Man ist heute geneigt, Keplers Sphärenmusik
als esoterische Schwärmerei abzutun. Doch Kepler war nicht irgendwer.
Neben Kopernikus, Galilei und Newton verdanken wir ihm die
entscheidenden Impulse der neuzeitlichen Physik, auf denen wiederum
unsere heutige moderne Physik beruht. Wer dieser vier Genies nun der
Größte war, darüber streiten die Gelehrten. Für die Frage nach der
Schönheit in der Physik ist der Streit müßig, denn hier waren sich alle
vier einig: Weil das Weltall für das geistige Auge schön ist, eignet
sich unser Sinn für Ästhetik ausgezeichnet als Kompass auf der Suche
nach der physikalischen Wahrheit. Warum aber kam jemand wie Kepler auf
diese Idee? Weil er damit erstaunlichen Erfolg hatte.
Die Platonischen Körper sind aus deckungsgleichen Regulären
Vielecken (hellgraue Flächenstücke), also Vielecken mit gleichen Winkeln
und gleichen Kanten, zusammen- gesetzt – und zwar so, dass die Kanten
eines solchen Körpers überall im selben Winkel aufeinandertreffen. Es
gibt nur fünf Körper mit diesen beiden Eigenschaften, nämlich:
Ikosaeder, Dodekaeder, Oktaeder, Würfel und Tetraeder.

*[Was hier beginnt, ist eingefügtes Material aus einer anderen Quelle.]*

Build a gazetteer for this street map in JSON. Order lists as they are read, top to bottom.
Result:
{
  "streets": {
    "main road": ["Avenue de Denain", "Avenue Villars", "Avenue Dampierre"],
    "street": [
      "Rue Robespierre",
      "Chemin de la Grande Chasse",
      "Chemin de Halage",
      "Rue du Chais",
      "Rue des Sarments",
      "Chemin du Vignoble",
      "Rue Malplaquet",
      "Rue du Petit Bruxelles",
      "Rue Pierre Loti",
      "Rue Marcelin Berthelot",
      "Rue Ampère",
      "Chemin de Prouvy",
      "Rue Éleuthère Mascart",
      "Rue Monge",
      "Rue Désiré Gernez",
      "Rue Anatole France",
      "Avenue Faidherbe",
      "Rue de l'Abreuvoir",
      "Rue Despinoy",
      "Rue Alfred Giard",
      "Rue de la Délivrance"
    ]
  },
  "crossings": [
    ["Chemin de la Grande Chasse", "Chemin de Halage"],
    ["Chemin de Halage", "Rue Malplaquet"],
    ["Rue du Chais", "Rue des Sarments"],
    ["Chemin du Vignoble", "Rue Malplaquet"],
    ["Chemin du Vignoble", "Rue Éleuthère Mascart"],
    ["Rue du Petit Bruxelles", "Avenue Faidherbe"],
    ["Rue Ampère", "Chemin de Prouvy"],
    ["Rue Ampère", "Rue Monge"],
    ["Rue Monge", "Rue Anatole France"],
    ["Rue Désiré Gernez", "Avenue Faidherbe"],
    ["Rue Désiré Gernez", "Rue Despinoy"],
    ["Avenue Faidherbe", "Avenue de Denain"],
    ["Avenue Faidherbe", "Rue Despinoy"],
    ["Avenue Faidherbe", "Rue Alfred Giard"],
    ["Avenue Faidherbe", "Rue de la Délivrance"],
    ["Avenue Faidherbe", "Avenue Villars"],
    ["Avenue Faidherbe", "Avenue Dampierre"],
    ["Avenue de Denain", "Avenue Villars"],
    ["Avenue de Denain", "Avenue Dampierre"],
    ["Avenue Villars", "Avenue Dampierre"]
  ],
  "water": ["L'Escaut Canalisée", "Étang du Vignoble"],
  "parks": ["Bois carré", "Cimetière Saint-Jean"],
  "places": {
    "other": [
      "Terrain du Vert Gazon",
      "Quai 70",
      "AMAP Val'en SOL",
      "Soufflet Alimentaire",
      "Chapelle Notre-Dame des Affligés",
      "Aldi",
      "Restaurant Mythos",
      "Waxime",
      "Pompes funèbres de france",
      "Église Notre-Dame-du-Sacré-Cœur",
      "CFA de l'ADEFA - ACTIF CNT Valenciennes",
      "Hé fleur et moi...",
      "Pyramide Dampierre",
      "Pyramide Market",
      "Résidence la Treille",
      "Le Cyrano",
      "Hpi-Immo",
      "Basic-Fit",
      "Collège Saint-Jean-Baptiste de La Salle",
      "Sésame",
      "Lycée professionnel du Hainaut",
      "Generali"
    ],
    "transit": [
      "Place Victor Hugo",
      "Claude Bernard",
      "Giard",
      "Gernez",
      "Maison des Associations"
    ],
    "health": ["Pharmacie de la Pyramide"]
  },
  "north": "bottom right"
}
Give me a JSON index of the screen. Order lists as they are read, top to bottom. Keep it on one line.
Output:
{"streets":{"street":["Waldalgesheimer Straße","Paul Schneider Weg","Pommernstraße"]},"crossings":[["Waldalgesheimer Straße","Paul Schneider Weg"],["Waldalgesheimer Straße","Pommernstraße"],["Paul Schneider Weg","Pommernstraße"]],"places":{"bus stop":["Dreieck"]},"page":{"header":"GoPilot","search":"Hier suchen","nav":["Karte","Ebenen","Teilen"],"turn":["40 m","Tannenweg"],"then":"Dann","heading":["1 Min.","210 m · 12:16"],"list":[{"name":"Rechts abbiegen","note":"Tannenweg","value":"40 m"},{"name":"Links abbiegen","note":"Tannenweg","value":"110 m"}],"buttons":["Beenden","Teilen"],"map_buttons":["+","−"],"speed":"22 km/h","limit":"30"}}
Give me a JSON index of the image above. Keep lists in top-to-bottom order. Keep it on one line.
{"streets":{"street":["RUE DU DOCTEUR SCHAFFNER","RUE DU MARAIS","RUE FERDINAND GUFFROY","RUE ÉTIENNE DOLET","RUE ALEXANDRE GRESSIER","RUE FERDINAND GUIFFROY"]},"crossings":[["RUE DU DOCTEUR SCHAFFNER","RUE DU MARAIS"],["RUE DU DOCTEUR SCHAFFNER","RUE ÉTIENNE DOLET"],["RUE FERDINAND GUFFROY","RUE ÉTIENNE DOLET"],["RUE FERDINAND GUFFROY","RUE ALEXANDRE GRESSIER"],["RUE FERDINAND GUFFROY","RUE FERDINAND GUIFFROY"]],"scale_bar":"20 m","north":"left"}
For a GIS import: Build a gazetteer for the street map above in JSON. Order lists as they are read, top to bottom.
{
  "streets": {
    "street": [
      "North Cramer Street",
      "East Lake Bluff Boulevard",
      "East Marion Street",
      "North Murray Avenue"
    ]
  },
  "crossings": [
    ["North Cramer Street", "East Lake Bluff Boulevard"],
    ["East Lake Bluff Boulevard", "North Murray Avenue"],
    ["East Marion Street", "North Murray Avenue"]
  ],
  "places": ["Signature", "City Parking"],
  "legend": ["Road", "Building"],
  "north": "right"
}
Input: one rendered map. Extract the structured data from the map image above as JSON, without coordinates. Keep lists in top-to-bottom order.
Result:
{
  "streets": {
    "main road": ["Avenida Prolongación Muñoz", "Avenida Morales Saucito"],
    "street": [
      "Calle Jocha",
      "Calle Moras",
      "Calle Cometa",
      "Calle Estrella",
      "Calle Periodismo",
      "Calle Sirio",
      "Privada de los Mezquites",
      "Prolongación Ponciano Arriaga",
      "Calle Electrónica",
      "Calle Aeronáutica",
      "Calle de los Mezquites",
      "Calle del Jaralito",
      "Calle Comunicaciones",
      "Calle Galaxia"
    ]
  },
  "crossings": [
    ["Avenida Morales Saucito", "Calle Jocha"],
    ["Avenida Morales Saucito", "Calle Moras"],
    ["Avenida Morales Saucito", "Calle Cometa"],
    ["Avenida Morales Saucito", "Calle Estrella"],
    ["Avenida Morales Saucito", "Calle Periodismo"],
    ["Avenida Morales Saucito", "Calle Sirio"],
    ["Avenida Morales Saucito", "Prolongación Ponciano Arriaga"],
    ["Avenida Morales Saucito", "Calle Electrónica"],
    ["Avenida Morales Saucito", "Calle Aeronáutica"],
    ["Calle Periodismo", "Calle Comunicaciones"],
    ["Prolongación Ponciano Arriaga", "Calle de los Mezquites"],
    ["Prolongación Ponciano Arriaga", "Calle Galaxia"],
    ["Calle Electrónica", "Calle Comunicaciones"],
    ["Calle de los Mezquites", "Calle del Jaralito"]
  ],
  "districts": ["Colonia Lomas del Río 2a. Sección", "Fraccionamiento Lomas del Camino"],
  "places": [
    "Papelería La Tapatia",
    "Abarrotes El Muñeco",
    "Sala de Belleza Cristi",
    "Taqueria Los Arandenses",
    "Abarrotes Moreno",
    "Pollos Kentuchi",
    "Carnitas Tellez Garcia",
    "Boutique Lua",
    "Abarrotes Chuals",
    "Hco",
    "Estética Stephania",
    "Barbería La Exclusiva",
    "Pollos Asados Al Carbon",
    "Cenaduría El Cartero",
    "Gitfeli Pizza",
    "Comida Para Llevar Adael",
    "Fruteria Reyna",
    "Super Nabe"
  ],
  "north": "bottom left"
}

Nach Abschluss seines Theologiestudiums, im
Alter von 24 Jahren, hatte Johannes Kepler verstehen wollen, warum es
nicht zwanzig oder hundert, sondern genau sechs Planeten gab – Uranus
und Neptun waren damals noch nicht entdeckt. Seine These dazu war so
bestechend wie kühn. Seit der Antike wusste man, dass es exakt fünf
sogenannte Platonische Körper gibt: Das sind diejenigen räumlichen
Figuren, deren Flächen von einer einzigen Sorte regulärer Vielecke
aufgespannt werden und deren Ecken allesamt gleichartig sind (siehe
Abbildung „Die Platonischen Körper“). Schon für sich allein ist jedes
dieser Gebilde mathematisch schön – einfach der ihnen innewohnenden
Symmetrien wegen. Doch hiermit hielt sich Kepler nicht lange auf;
stattdessen brachte er die fünf Körper zusammen (siehe Abbildung
„Keplers geometrisches Modell des Sonnensystems“) und schuf damit eine
hochkomplexe Einheit: Jeder der fünf Körper umschreibt eine Innenkugel
und wird von einer Außenkugel umschrieben. Daher lassen sich die
Platonischen Körper auf ansprechende Weise ineinander verschachteln; die
Innenkugel des größten ist die Außenkugel des zweitgrößten Körpers,
dessen Innenkugel wiederum als Außenkugel des drittgrößten Körpers
genommen wird, und so weiter. Wie viele Sphären – das heißt: wie viele
Kugeloberflächen – werden dabei insgesamt aufgespannt? Genau sechs. Für
jeden der fünf Platonischen Körper je eine Außenkugel, und dann noch die
Innenkugel des innersten Körpers. Es gibt laut Kepler also deshalb
sechs Planeten, weil die von den Körpern aufgespannten Sphären genau
sechs abgezirkelte Regionen des Weltalls darbieten, in denen die
Planeten jeweils ihren Bewegungsgewohnheiten nachgehen. In einem perfekt
aufgebauten Weltall ist kein Platz für mehr Planeten. Und ein Weltall
mit weniger Planeten wäre Platzverschwendung, mithin ein ästhetisches
Manko.
Keplers geometrisches Modell des Sonnensystems. In die äußere
Kugelschale (in deren Rahmen der Saturn um die Sonne kreist) hat Kepler
den ersten Platonischen Körper - den Würfel - eingeschrieben. Die Schale
seiner Innenkugel bietet dem Jupiter ausreichend Platz für seine
Bewegungen, und diese Sphäre umschreibt den zweiten Platonischen Körper,
den Tetraeder, dessen Innenkugel noch gut erkennbar den Dodekaeder
einhüllt und die Marsbahn beherbergt.
Illustration: Valentine Edelmann nach der Tabella III aus Johannes Keplers „Mysterium Cosmographicum“ (1596)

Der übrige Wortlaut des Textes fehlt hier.